Marsh is keen to repeat the US success of its Marsh & McLennan Agency model, and after acquiring Jelf last year, is planning to buy more UK brokers
Much of the recent talk about UK SME broker mergers and acquisitions has been dominated by the new consolidators such as GRP and PIB.
But it should not be forgotten that there are much bigger beasts in the market that also have a strong appetite for deals.
Marsh is keen to replicate the success of its Marsh & McLennan Agency (MMA) mid-market broker acquisition model outside the US, and in the UK this will mean building on its acquisition of Jelf with further deals.
After its buying spree of large UK consolidators, Arthur J Gallagher now sees the opportunity for smaller deals.
And market observers are eagerly awaiting Aon’s next move.
If the US is anything to go by, Marsh and Gallagher will be making further moves in the UK.
Gallagher has grabbed the headlines because of its voracious appetite for US brokers – it bought 42 in 2015, and acquired eight more by the end of the first quarter of 2016.
But Marsh unit MMA has also been bulking up, buying smaller brokers in the US to gain a national presence. It has spent more than $2bn (£1.4bn) on 51 deals since it started buying in 2009, and now has annual revenues of close to $1bn.
Replicating the model
Marsh now wants the same in the UK. Marsh parent Marsh & McLennan Companies said in its 2015 annual report: “We believe we can replicate this success in overseas markets, including the United Kingdom.”
Marsh’s answer to the MMA model in the UK is Jelf. The company is not slavishly reproducing the MMA model. Rather than building up a national network bit by bit, the Jelf deal gave Marsh a network of offices in 34 locations in the UK.
It will look to build on this – although selectively, as MMA has in the US.
A Marsh spokesman said: “Our acquisition of Jelf underlined our commitment to serving the needs of the UK’s small and medium sized enterprises.
“Jelf is a terrific firm that has proven a great fit with Marsh. Jelf will continue to look for acquisitions which grow our footprint and improve our ability to serve clients.”
Marsh is not the only big broker keen to buy UK brokers.
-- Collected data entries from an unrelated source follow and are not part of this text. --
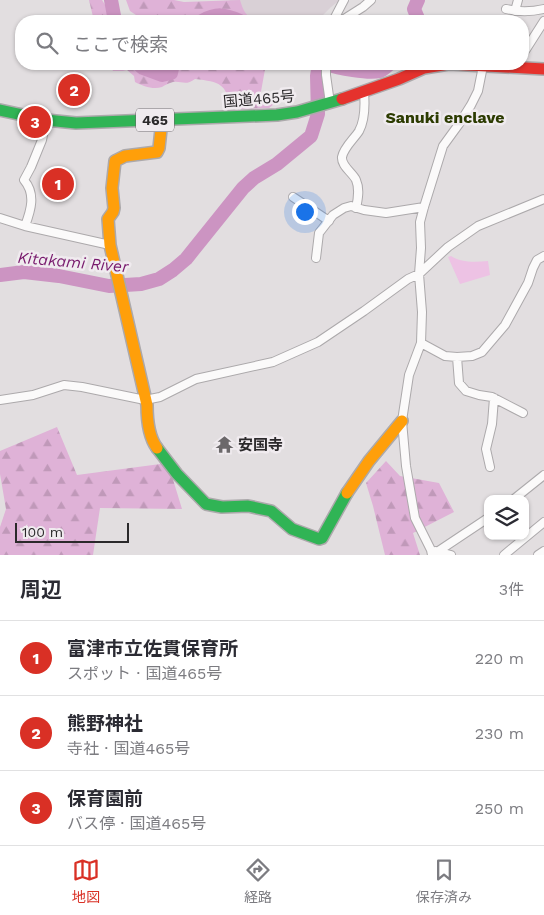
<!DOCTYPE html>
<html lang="ja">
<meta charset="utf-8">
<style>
:root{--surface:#fff;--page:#f7f7f7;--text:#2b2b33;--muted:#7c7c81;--line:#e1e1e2;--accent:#d93025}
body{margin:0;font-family:"Work Sans","Noto Sans JP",sans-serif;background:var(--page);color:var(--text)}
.controls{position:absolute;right:15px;bottom:15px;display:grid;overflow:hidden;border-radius:10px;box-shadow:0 1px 4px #0004}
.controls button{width:45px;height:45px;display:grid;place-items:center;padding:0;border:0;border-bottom:1px solid var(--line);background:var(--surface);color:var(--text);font:25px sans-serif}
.scale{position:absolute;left:15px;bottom:12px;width:114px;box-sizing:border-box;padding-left:5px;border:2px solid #2b292b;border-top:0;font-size:14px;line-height:18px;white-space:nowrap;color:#2b292b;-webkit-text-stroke:4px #f0ebef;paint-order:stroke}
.you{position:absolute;left:304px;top:211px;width:18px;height:18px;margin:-12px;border:4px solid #fff;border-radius:50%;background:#1a73e8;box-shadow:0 0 0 8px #1a73e833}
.badge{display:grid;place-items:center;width:32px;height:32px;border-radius:50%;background:var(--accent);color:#fff;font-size:16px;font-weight:700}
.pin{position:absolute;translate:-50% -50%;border:2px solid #fff;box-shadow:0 1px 5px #0006}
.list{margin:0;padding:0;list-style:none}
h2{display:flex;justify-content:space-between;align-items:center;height:65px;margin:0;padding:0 20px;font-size:21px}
h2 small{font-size:16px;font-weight:400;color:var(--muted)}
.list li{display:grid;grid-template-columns:32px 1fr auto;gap:15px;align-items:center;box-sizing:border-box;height:75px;padding:0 20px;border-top:1px solid var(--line)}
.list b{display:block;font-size:19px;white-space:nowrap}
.list p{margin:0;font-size:16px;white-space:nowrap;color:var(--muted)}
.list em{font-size:16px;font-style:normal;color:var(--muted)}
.icon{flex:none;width:28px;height:28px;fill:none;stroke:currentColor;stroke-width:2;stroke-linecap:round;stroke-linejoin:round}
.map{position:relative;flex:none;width:544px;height:555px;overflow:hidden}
.search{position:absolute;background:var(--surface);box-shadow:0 1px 4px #0004;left:15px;right:15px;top:15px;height:55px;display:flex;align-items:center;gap:12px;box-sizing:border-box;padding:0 18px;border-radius:20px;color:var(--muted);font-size:19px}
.sheet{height:290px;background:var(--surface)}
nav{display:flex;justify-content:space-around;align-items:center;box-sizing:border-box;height:70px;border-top:1px solid var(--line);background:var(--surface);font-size:14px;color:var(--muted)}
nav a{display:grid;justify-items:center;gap:2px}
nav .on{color:var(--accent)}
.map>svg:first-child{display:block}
.built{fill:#d9d0d6}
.forest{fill:url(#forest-firs)}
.park{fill:#edc2e4}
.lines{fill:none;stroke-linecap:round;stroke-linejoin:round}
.river{stroke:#cc94c2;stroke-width:14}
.street-casing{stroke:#aca9ab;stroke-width:10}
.fast-casing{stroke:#aca9ab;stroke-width:14}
.slow-casing{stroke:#aca9ab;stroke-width:14}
.jam-casing{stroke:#aca9ab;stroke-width:14}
.street{stroke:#fbfafa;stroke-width:8}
.fast{stroke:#30b455;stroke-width:11}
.slow{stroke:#ff9f0a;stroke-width:11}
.jam{stroke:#e5322d;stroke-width:11}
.labels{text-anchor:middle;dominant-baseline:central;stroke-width:5;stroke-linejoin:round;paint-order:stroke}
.shield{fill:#f0ebef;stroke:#666366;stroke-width:1}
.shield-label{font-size:14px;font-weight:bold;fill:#2b292b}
.street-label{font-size:15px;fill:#2b292b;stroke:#f0ebef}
.poi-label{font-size:15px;font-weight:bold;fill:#2b292b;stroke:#f0ebef;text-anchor:start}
.neighbourhood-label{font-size:16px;font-weight:bold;fill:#2c3b01;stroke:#f0ebef}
.water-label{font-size:16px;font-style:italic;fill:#781a6d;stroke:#f0ebef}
</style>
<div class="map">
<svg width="544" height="555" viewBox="0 0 544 555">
<defs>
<pattern id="forest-firs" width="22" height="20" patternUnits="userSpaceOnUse" patternTransform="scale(1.25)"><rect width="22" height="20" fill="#dfb2d7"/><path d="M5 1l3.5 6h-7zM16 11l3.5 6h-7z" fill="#c099b9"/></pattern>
</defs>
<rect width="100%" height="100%" fill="#e2dee0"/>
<path class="built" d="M229 0H340L331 7 317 21H252Z"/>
<path class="forest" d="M89 0H102L115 21H94Z
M126 0H174L184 2 240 0C243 10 246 17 256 21H145L130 11Z
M103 64H266L260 97H268L279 94 283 97 269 108 231 109C226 83 220 82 195 79 186 86 182 81 173 82 169 83 165 85 162 87 153 90 143 86 135 82L134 76 127 70 123 71H113L110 65H105Z
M57 427 77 475 168 463 182 509 100 508 93 555H0V527L6 509 0 474V451Z
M386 461 400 476 439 483 454 512 413 533 420 555H385L373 506 366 483Z"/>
<path class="park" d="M451 256C461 263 476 262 488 261L490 275 460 284 448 257Z"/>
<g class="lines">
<path class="river" d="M111 0 115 21
M418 0 414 9 419 21
M202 21C216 13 225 14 240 21
M138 64 143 68 162 75 171 73 173 64
M326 64C338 68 368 74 380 71 383 70 387 66 390 64
M0 275 24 272 59 276 109 286 141 284 159 279 173 270 186 259 243 188 254 178 277 164 311 136 318 114 317 76 319 64"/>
<defs>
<path id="street" d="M506 9C518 12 531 12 544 9
M515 11 518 0
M333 21 344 0
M341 21 363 7 371 0
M523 54 544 21
M326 64V75L330 103
M293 197 329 221
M356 208C358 199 360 189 356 180 353 173 341 166 342 157 344 147 354 139 359 131 365 120 365 104 364 92
M0 218 25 226 110 245
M25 226C31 210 36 194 24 180L31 167 42 140 46 120
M316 258 319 233 333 215 344 208 351 206 364 210 386 213 424 207
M421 343 445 356 457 357 472 356 482 352 505 325 528 283 533 268 537 260 544 256
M457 357 459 383 466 391 479 395 492 397 523 413
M0 400 33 395 64 385 82 387 145 400 160 397 196 379 273 362 318 342 364 311 408 279 419 274 448 247 478 226 544 199
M490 467 486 449 492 424 494 398
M514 499 544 475
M436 551 451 555
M437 552 488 518
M432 555 431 550 415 518 406 466 402 421 409 375 421 343 422 312 419 274 421 248 420 222 424 207 443 146 459 124 471 105 478 91 483 66
M504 555 544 522
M538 555 544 551"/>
<path id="fast" d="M0 110 46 120 76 123 277 115 297 112 342 99
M157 448 177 474 206 504 222 507 248 506 271 511 292 529 319 539 322 538 347 493"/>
<path id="slow" d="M157 448C148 436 147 419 147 405L110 245 108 219 113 212 114 208 112 188 115 161 125 156 157 152 159 148 162 120
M347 493 369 461 402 421"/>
<path id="jam" d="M342 99 399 79 424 68 449 64 544 69"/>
</defs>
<use href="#street" class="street-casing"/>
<use href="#fast" class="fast-casing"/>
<use href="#slow" class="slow-casing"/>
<use href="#jam" class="jam-casing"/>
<use href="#street" class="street"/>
<use href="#fast" class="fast"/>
<use href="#slow" class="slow"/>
<use href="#jam" class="jam"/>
</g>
<defs>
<symbol id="temple-bare" viewBox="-9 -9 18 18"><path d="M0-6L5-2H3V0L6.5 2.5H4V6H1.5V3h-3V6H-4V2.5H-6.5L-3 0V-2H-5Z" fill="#6b686a" stroke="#f0ebef" stroke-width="2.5" paint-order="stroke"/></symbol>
</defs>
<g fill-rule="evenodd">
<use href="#temple-bare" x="212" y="432" width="25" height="25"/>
</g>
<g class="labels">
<rect class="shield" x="136" y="108.5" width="38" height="23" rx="4"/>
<g class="shield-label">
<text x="155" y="120">465</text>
</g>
<g class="street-label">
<text transform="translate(259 99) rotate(-5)">国道465号</text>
</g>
<g class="poi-label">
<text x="238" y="445">安国寺</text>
</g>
<g class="neighbourhood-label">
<text x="445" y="117">Sanuki enclave</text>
</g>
<g class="water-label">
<text transform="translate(73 262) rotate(5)">Kitakami River</text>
</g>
</g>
</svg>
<div class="controls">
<button><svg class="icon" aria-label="layers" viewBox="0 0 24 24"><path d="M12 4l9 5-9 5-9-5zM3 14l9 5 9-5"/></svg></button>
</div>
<div class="scale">100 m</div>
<div class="you"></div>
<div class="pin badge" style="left:58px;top:184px">1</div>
<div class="pin badge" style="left:74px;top:90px">2</div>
<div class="pin badge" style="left:35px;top:122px">3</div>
<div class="search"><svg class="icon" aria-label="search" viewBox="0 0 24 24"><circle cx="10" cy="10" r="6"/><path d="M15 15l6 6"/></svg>ここで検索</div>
</div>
<section class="sheet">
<h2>周辺<small>3件</small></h2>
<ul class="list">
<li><span class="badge">1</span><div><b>富津市立佐貫保育所</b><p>スポット · 国道465号</p></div><em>220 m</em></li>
<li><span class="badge">2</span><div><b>熊野神社</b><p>寺社 · 国道465号</p></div><em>230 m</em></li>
<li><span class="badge">3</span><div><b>保育園前</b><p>バス停 · 国道465号</p></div><em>250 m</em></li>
</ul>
</section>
<nav>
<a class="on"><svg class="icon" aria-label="map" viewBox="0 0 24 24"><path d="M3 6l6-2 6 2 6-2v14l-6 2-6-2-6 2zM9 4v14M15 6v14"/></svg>地図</a>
<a><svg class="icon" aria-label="directions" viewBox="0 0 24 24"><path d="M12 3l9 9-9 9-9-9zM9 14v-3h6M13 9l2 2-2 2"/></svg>経路</a>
<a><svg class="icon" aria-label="saved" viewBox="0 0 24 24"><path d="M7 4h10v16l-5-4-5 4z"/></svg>保存済み</a>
</nav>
Gallagher has been relatively quiet in the UK as it continues to digest the 2013 and 2014 acquisitions of Oval, Giles and OAMPS UK.
For now, the group has sworn off larger deals, and will focus on what it calls “tuck-in” acquisitions, which includes smaller UK deals.
During the conference call for Gallagher’s first quarter 2016 results, Macquarie analyst Sean Dargan asked Gallagher’s executive team whether Marsh’s plans in the UK were a competitive threat.
Chief financial officer Doug Howell answered: “It’s nice to have affirmation of what we saw too: that there is good opportunity in the retail space in the UK. And I think there is lots of opportunity there.”
Private equity exit
In particular, Howell noted that there was scope to buy brokers owned by private equity houses.
“There are still private equity-owned firms that will have to do something when the time comes, and people realise that it is better to be with a strategic [buyer] than with an independent or private equity-owned [broker].
“So we are seeing terrific opportunities there.”
Others agree that there is plenty of scope to buy UK brokers, in particular because many owners are approaching retirement and seeking an exit.
Consulting firm Oxbow Partners partner Chris Sandilands says: “Inevitably, when you look at the statistics on the age profiles of brokers, people are going to be exiting over the next five to 10 years.”
He adds: “I wouldn’t be surprised if there was a big shift from independent brokers to networks or consolidating platforms in the next five years.”
There are also compelling financial incentives for companies to bring a US-style acquisition model to the UK.
M&A adviser IMAS Corporate Finance founding partner Olly Laughton-Scott says that both big US brokers and large private equity houses are being attracted to the idea of broker roll-up strategies in the UK.
He says: “They see valuations in the US as higher than in the UK. Part of the attraction of the UK is believing that the valuations will tend to come together.”
But while big hitters such as Marsh and Gallagher may compete with the likes of PIB and GRP at the smaller end of the UK SME broker market, the bigger buyers are likely to focus on the mid-tier.
Laughton-Scott says: “The costs to a large company of acquiring a small business are considerable. We would therefore expect to see a focus more on medium-sized brokers. They will let the medium-sized brokers do the consolidation, and come in and buy them.”
With the amount of interest being shown from all sides, now is a good time to be selling a UK broker.